What is a Decision Tree in Machine Learning?

A decision tree is a supervised learning technique that has a pre-defined target variable and is most often used in classification problems. This tree can be applied to either categorical or continuous input & output variables. The training process resembles a flow chart, with each internal (non-leaf) node a test of an attribute, each branch is the outcome of that test, and each leaf (terminal) node contains a class label. The uppermost node in the tree is called the root node.

In the decision process, the sample (population) is split into two or more  sub-populations sets of maximal, which is decided by the most significant splitter or differentiator in the input variables.

The ultimate goal is to create a predictive model that can take observations about a sample (the branches) and make accurate conclusions about the sample’s target value (the leaves).

Types of Decision Trees:

The two main families of decision trees are defined by function:

  • Classification trees – Used to predict the class to which the data sample belongs.
  • Regression tree

    – Used when the outcome isn’t a classifier, but rather a real number.

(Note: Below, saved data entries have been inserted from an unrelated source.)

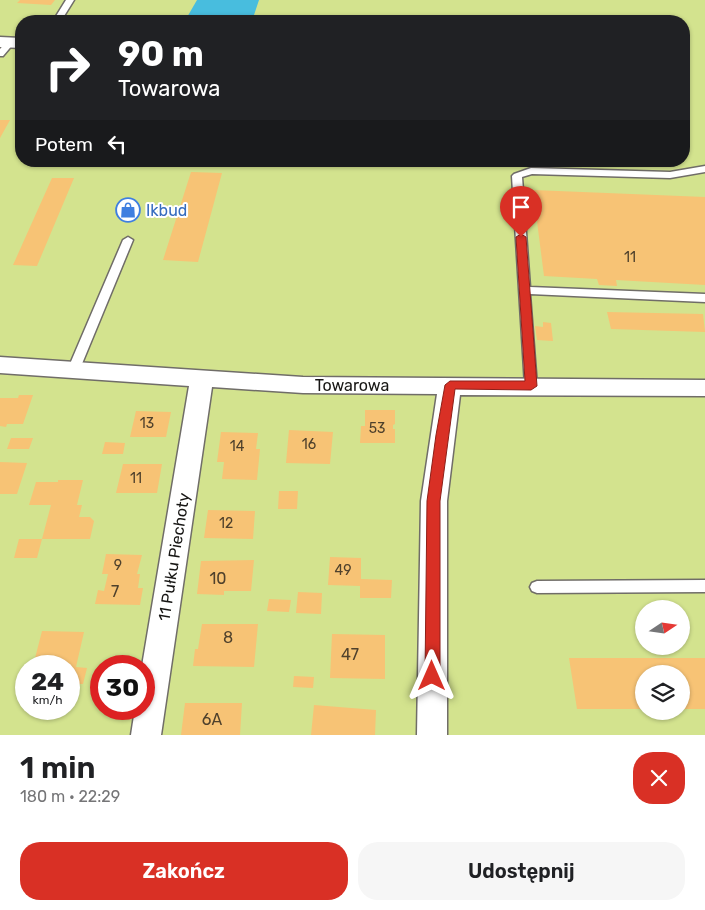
<!DOCTYPE html>
<html lang="pl">
<meta charset="utf-8">
<style>
body{margin:0;font-family:Rubik,sans-serif;background:#f6f6f6;color:#202124;height:100vh;display:flex;flex-direction:column;font-size:19px;white-space:nowrap}
*{box-sizing:border-box;margin:0}
p{font-size:16px;color:#757577}
.icon{flex:none;width:28px;height:28px;fill:none;stroke:currentColor;stroke-width:2;stroke-linecap:round;stroke-linejoin:round}
.map{position:relative;height:735px;overflow:hidden}
.details{display:flex;flex-direction:column;background:#fff;flex:1}
.details>*{flex:none}
.banner{position:absolute;left:15px;top:15px;width:675px;height:152px;border-radius:20px;box-shadow:0 1px 4px #0004;background:#202124;color:#fff;overflow:hidden}
.needle{width:32px;rotate:77deg}
.controls{position:absolute;left:635px;top:600px;display:grid;gap:10px}
.controls a{display:grid;place-items:center;width:55px;height:55px;border-radius:50%;background:#fff;box-shadow:0 1px 4px #0004;font-size:25px}
.speed{position:absolute;left:15px;top:655px;display:flex;gap:10px;font-size:25px;font-weight:700;text-align:center}
.speed>*{display:grid;place-content:center;width:65px;height:65px;border-radius:50%;background:#fff;box-shadow:0 1px 4px #0004;line-height:1}
.speed small{font-size:12px;font-weight:400}
.speed .limit{border:8px solid #d22;background:#fff;color:#111}
.pin{position:absolute;display:grid;place-items:center;width:42px;height:42px;color:#fff;margin:-51px -21px;border-radius:50% 50% 50% 0;rotate:-45deg;box-shadow:0 0 5px #0007}
.pin .icon{rotate:45deg}
.me{position:absolute;width:55px;margin:-28px;rotate:0deg;stroke-linejoin:round;filter:drop-shadow(0 0 4px #0008)}
.turn{display:flex;align-items:center;gap:18px;height:105px;padding:0 20px;font-size:22px}
.turn .icon{width:65px;height:65px;stroke-width:2.5}
.turn b{display:block;font-size:35px;line-height:42px}
.then{display:flex;align-items:center;height:48px;padding:0 20px;background:#0003;gap:10px;font-size:19px}
.round{display:grid;place-items:center;flex:none;width:52px;height:52px;border-radius:20px;background:#f6f6f6}
.headline{display:flex;align-items:center;justify-content:space-between;height:85px;padding:0 20px}
h1{font-size:30px;font-weight:600;line-height:38px}
.button{display:flex;gap:10px;margin-top:auto;padding:10px 20px}
.button a{flex:1;height:58px;border-radius:20px;background:#d93025;color:#fff;font-size:20px;font-weight:600;line-height:58px;text-align:center}
.button a+a{background:#f6f6f6;color:#202124}
.map>svg:first-child{display:block}
.green{fill:#d3e38e;fill-rule:evenodd}
.water{fill:#48bdde}
.building{fill:#f7c375}
.lines{fill:none;stroke-linecap:round;stroke-linejoin:round}
.service-casing{stroke:#706d68;stroke-width:3}
.minor-casing{stroke:#706d68;stroke-width:3}
.service{fill:#fff;fill-rule:evenodd}
.minor{fill:#fff;fill-rule:evenodd}
.route{fill:#d93025;stroke:#8d1f18}
.labels{text-anchor:middle;dominant-baseline:central;stroke-width:4;stroke-linejoin:round;paint-order:stroke}
.number-label{font-size:14px;fill:#4f412c}
.shop-label{font-size:16px;fill:#366cbe;stroke:#fff;text-anchor:start}
.street-label{font-size:16px;fill:#171614;stroke:#fff}
.near-number-label{font-size:16px;fill:#4f412c}
</style>
<div class="map">
<svg width="705" height="735" viewBox="0 0 705 735">
<rect width="100%" height="100%" fill="#f5f1ec"/>
<path class="green" d="M0 0H705V735H0ZM21 21H684V161H21ZM644 609H681V646H644ZM26 666H69V709H26ZM101 666H144V709H101ZM644 674H681V711H644Z"/>
<path class="water" d="M197 0H259L252 21H198L186 19Z"/>
<path class="building" d="M20 0H55L51 5 17 3Z
M0 120H10L0 138Z
M191 172 222 173 198 262 163 260Z
M52 178H74L37 266 13 265Z
M533 190 705 197V285L616 280 617 286 599 285 597 279 544 276Z
M607 312 703 314 705 332 611 329Z
M543 322 551 323 553 341 537 340 535 326 543 327Z
M19 395H33L23 424H7L6 427 0 426V398H18Z
M365 410H395V424L393 425V429H395V443H360L361 426H365Z
M136 411 171 412 166 437H130Z
M289 430 333 432 330 464 286 463Z
M221 432 258 433 256 449H260L257 480 222 479 224 462H217Z
M11 438H33L29 449H7Z
M105 442 125 443 123 454H102Z
M0 462 27 463 17 494H0Z
M123 464H162L157 493H116Z
M58 480H83L77 505H82L79 517H90L94 521 90 539H42L51 505H29L36 482H58Z
M279 491H298L297 509H278Z
M208 510 255 511 253 539 204 538Z
M19 539H42L37 558H14Z
M106 554 142 555 137 574H140L138 588H143L140 605 95 604 98 590 104 591 108 574H102Z
M330 557 361 558V579L392 580 391 598H360V586L328 585Z
M254 560 251 591H224V595L197 594 201 561Z
M298 592 322 593 321 614 296 613Z
M269 599 291 600 289 612 267 611Z
M202 624H258L254 667 193 666 195 649H198Z
M42 631 84 632 76 667 87 668 83 684H72L71 690H69V666H33Z
M332 634 385 635V679L330 678Z
M569 658H705V709H681V674H644V709H577Z
M294 676 314 677 313 688 293 687Z
M185 703H242L240 735H181Z
M314 705 376 710 375 735H311Z"/>
<g class="lines">
<g class="service-casing">
<path id="service" d="M66 0H74L61 21H53Z
M7 41 14 43 3 56H0V49Z
M705 166V172L670 178 532 174 522 177 530 287 705 294V302L530 294 537 386 535 389H527L525 386 512 176 514 174 531 168 670 172Z
M128 237 133 240 79 371 77 374H69L67 371 123 240Z
M705 580V592L537 593 532 591 530 587 532 583 537 581Z"/>
</g>
<g class="minor-casing">
<path id="minor" d="M0 37 21 38V48L0 47Z
M0 357 303 377 705 380V396L460 395 447 501V735H417L421 501 437 394 303 393 212 387 161 735H131L135 709H144L142 666 189 386 0 373Z"/>
</g>
<use href="#service" class="service"/>
<use href="#minor" class="minor"/>
</g>
<path class="route" d="M521 234 526 237 537 386 531 390 455 389 440 501V676L437 681 432 683 427 681 425 676 427 501 436 435 445 385 450 381H525L516 237Z"/>
<defs>
<g id="shop-ring" transform="scale(1.25)"><circle r="9.5" fill="#fff" stroke="#3f7fe0" stroke-width="1.5"/><path d="M-5-2.5h2.3a2.7 3.5 0 0 1 5.4 0H5L5.5 6h-11ZM-1.5-2.5h3a1.5 2.3 0 0 0-3 0Z" fill="#3f7fe0"/></g>
</defs>
<g fill-rule="evenodd">
<use href="#shop-ring" x="128" y="210"/>
</g>
<g class="labels">
<g class="number-label">
<text x="630" y="257">11</text>
<text x="147" y="423">13</text>
<text x="377" y="428">53</text>
<text x="309" y="444">16</text>
<text x="237" y="446">14</text>
<text x="136" y="478">11</text>
<text x="226" y="523">12</text>
<text x="118" y="565">9</text>
<text x="343" y="570">49</text>
</g>
<g class="shop-label">
<text x="146" y="210">Ikbud</text>
</g>
<g class="street-label">
<text x="352" y="385">Towarowa</text>
<text transform="translate(174 557) rotate(-81)">11 Pułku Piechoty</text>
</g>
<g class="near-number-label">
<text x="218" y="578">10</text>
<text x="115" y="591">7</text>
<text x="228" y="637">8</text>
<text x="350" y="654">47</text>
<text x="212" y="719">6A</text>
</g>
</g>
</svg>
<div class="controls">
<a><svg class="needle" viewBox="-14 -14 28 28"><path d="M0-13l5 13h-10z" fill="#e53935"/><path d="M0 13l5-13h-10z" fill="#757577"/></svg></a>
<a><svg class="icon" aria-label="layers" viewBox="0 0 24 24"><path d="M12 4l9 5-9 5-9-5zM3 14l9 5 9-5"/></svg></a>
</div>
<div class="speed"><div>24<small>km/h</small></div><div class="limit">30</div></div>
<div class="pin" style="left:521px;top:237px;background:#d93025"><svg class="icon" aria-label="arrive" viewBox="0 0 24 24"><path d="M6 21V4h12l-3 4 3 4H6"/></svg></div>
<svg class="me" style="left:432px;top:676px" viewBox="-20 -20 40 40"><path d="M0-17L14 15 0 8-14 15z" fill="#d93025" stroke="#fff" stroke-width="4"/></svg>
<div class="banner">
<div class="turn"><svg class="icon" aria-label="right" viewBox="0 0 24 24"><path d="M7 20v-9h11M14 6l5 5-5 5"/></svg><div><b>90 m</b>Towarowa</div></div>
<div class="then">Potem<svg class="icon" aria-label="left" viewBox="0 0 24 24"><path d="M17 20v-9H6M10 6l-5 5 5 5"/></svg></div>
</div>
</div>
<section class="details">
<div class="headline"><div><h1>1 min</h1><p>180 m · 22:29</p></div><a class="round" style="background:#d93025;color:#fff"><svg class="icon" aria-label="close" viewBox="0 0 24 24"><path d="M6 6l12 12M18 6L6 18"/></svg></a></div>
<div class="button"><a>Zakończ</a><a>Udostępnij</a></div>
</section>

Some approaches construct multiple decision trees, or ensembles, to solve specific problems. A few common examples: 

  • Boosted trees – Used to train instances that were previously incorrectly modeled. For example, AdaBoost. This works for both regression and classification problems.
  • Bootstrap aggregated decision trees – Used for classifying data that’s difficult to label by employing repeated sampling and building a consensus prediction. 
  • Random forests – A variant of bootstrap aggregating used to compensated for “overfitting” of data.